EAs focus on eliminating (or mitigating) suffering. The devil is in the definition of suffering.
You would have to change the entire culture of the continent to change their version of interdependence. This is a massive change. African culture has proven to be rather persistent so you would have an uphill battle. Is it possible that the imposition of a capitalist culture might create more suffering (from the African perspective) than relief?
I'm a capitalist. But I was born in a capitalist society and reared by those who shoved me out of the nest to encourage my ability to fly. Imposition of a very different culture on Africa could be tantamount to shoving a flightless bird from the nest at the top of the tree then referring to the resulting splat on the ground as creative destruction. One man's creative destruction is another man's disaster. Who gets to decide?

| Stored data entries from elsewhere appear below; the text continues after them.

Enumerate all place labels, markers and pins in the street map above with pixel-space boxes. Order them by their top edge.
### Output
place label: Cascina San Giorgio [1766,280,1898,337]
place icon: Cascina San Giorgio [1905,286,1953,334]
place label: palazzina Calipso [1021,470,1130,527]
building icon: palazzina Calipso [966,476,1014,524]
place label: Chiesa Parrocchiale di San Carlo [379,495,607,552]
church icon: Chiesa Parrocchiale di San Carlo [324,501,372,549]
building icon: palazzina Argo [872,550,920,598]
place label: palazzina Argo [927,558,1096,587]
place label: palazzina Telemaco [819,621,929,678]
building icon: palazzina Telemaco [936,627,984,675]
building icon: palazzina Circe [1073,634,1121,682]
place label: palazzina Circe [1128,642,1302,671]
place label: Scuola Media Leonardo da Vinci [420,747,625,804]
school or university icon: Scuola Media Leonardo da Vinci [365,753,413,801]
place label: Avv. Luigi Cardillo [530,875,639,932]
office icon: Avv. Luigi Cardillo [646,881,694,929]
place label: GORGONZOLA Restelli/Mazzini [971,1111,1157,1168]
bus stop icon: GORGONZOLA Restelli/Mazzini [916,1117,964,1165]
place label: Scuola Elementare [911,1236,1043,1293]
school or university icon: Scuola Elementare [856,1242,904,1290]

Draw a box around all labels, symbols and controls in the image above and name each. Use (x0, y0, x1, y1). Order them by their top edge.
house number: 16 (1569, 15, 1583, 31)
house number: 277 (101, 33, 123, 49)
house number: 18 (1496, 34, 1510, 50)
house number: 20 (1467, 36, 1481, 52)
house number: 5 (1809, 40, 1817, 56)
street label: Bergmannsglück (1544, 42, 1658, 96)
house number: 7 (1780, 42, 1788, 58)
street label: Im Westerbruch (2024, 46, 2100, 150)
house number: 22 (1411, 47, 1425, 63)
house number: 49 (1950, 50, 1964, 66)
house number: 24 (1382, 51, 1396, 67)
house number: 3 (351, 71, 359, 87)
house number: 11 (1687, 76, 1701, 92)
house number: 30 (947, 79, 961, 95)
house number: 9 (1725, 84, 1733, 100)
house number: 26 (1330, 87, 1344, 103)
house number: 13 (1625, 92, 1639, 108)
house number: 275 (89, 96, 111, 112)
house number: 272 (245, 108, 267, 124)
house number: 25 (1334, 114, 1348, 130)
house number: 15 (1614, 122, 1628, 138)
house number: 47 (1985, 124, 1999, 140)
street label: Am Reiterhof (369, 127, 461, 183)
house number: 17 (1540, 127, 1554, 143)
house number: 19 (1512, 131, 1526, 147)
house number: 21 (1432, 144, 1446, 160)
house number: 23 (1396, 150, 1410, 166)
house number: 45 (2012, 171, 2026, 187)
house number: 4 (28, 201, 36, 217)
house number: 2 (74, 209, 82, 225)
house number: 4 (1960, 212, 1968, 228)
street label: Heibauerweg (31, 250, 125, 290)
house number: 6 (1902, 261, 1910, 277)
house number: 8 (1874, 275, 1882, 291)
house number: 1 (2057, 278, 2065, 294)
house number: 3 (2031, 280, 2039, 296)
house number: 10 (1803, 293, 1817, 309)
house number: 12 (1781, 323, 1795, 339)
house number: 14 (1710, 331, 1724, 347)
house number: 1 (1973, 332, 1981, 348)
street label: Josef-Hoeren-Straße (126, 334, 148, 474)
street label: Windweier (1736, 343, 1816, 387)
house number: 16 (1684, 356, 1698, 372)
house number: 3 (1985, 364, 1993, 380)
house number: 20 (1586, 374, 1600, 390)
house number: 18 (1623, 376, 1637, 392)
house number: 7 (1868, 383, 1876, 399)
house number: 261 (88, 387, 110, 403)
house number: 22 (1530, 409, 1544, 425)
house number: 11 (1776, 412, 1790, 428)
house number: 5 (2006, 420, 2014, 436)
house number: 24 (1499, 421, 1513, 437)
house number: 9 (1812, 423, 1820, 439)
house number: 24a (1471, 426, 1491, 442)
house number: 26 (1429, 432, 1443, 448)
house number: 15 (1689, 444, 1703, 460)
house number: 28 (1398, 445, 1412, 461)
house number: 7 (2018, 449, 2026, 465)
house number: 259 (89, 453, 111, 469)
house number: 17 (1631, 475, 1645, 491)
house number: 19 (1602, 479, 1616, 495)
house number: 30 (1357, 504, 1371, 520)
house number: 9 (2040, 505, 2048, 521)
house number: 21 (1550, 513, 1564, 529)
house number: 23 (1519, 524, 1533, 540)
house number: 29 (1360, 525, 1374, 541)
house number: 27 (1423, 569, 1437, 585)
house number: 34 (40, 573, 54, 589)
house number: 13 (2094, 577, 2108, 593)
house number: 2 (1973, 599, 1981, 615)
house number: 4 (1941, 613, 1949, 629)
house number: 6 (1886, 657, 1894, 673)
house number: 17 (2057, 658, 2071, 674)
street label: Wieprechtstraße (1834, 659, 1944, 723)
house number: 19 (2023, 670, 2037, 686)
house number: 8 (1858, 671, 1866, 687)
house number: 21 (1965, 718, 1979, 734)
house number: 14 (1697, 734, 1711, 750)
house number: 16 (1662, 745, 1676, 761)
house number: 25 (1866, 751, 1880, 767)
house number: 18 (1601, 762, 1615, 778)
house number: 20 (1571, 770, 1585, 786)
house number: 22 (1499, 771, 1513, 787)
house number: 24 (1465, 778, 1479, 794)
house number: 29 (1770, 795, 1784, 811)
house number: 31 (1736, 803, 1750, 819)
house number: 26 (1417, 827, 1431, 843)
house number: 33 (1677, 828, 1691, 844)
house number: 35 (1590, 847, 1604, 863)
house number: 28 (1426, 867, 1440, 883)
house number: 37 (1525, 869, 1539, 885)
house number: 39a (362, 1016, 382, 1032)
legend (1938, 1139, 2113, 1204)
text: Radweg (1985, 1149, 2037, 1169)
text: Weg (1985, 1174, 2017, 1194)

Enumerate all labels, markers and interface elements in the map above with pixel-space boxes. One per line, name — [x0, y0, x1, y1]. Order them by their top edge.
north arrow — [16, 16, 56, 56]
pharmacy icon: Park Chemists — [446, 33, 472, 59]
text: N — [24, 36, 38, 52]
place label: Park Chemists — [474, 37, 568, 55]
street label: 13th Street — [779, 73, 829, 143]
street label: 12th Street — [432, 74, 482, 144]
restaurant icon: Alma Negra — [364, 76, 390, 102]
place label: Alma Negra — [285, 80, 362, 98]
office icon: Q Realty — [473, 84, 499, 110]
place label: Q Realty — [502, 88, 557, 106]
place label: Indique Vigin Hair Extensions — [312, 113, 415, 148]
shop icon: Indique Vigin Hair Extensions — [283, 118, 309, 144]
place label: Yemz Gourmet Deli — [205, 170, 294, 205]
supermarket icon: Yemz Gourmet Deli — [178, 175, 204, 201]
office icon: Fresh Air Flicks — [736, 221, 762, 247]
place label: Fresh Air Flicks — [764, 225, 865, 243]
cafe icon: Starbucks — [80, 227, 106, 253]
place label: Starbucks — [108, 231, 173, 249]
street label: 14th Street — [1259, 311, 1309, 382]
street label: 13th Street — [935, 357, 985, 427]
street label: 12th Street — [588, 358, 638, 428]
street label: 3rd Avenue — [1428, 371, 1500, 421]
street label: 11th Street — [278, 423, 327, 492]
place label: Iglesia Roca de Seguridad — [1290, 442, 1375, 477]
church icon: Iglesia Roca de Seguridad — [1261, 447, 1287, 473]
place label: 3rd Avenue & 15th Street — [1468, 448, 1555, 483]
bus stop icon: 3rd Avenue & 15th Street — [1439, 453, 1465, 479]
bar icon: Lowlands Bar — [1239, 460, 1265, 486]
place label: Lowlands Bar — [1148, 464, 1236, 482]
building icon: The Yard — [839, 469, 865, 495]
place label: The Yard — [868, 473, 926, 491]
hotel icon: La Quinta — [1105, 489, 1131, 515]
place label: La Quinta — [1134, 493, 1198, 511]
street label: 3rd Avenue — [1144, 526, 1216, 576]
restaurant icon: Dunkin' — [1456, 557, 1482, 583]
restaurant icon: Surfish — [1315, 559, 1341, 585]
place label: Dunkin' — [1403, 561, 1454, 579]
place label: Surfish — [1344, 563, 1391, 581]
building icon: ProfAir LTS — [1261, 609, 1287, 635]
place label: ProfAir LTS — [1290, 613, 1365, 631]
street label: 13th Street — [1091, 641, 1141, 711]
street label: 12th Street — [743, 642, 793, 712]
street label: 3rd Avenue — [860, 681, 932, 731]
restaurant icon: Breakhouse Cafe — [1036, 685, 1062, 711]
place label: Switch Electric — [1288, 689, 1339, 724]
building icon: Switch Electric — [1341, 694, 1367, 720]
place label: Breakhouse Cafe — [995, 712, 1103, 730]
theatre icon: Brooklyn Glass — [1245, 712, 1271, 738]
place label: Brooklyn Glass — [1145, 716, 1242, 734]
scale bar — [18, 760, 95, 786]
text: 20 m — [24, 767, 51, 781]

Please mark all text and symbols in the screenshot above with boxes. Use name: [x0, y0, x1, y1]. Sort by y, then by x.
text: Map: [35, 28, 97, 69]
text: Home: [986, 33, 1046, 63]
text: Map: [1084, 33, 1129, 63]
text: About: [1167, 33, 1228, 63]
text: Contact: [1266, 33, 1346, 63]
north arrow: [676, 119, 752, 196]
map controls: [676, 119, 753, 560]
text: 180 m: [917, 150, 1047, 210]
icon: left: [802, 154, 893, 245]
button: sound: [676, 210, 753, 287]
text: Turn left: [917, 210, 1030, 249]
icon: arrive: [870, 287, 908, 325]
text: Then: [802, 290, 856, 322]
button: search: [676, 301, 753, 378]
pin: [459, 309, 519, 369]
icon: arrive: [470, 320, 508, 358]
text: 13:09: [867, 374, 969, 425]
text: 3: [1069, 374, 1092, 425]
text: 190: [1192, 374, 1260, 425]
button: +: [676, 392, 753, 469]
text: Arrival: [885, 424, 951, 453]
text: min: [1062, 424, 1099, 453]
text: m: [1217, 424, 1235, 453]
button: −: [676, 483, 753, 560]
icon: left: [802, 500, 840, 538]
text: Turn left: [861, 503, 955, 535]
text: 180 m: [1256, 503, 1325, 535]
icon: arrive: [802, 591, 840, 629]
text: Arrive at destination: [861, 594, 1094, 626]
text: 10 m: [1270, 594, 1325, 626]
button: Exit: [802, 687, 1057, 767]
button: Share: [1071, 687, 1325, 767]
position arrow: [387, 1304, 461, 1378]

I like studies and think they are useful. I think EAs are motivated to do good and are motivated to believe that money will solve problems that are further away when they know that it does not solve them close to home.
Also, I think it is impossible to measure certain metrics. For instance, in Africa group interdependence is extremely important. Everyone helps everyone. It is known as Ubuntu in Southern Africa but is common throughout sub-Saharan Africa
https://en.wikipedia.org/wiki/Ubuntu_%28philosophy%29
Cash injections from outsiders harm this. But how could you possibly measure it? How could you measure the interdependency of a community? How could you measure the harm done to that critical interdependency?
How do you think the world would look differently when EAs put more value on helping then being seen as helping?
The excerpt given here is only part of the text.